Output exactly those lines of the data that lie between the line containing "I am building" and the final line, both ends counted.

─── RECORDS SUPPLIED

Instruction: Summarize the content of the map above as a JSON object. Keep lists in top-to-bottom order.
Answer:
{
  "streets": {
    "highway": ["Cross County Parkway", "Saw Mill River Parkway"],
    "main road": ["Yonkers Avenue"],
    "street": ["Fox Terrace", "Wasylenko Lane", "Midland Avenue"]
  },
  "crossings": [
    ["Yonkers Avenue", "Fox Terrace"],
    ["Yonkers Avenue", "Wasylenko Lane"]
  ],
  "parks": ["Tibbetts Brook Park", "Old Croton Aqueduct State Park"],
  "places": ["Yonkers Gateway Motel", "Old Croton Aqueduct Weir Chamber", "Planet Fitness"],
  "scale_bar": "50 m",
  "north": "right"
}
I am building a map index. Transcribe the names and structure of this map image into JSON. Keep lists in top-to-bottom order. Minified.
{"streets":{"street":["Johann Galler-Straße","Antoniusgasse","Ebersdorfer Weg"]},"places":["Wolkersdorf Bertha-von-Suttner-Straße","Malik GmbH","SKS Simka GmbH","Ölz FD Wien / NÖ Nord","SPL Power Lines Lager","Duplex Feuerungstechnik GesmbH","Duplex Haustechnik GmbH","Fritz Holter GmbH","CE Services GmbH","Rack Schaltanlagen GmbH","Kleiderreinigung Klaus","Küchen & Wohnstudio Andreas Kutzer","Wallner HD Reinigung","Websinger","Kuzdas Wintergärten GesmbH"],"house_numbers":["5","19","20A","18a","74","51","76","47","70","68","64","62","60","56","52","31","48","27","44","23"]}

──────

EXERCISE SOLUTION ▸
I am building a map index. Transcribe the names and structure of this map image into JSON. Keep lists in top-to-bottom order. Minified.
{"streets":{"street":["Johann Galler-Straße","Antoniusgasse","Ebersdorfer Weg"]},"places":["Wolkersdorf Bertha-von-Suttner-Straße","Malik GmbH","SKS Simka GmbH","Ölz FD Wien / NÖ Nord","SPL Power Lines Lager","Duplex Feuerungstechnik GesmbH","Duplex Haustechnik GmbH","Fritz Holter GmbH","CE Services GmbH","Rack Schaltanlagen GmbH","Kleiderreinigung Klaus","Küchen & Wohnstudio Andreas Kutzer","Wallner HD Reinigung","Websinger","Kuzdas Wintergärten GesmbH"],"house_numbers":["5","19","20A","18a","74","51","76","47","70","68","64","62","60","56","52","31","48","27","44","23"]}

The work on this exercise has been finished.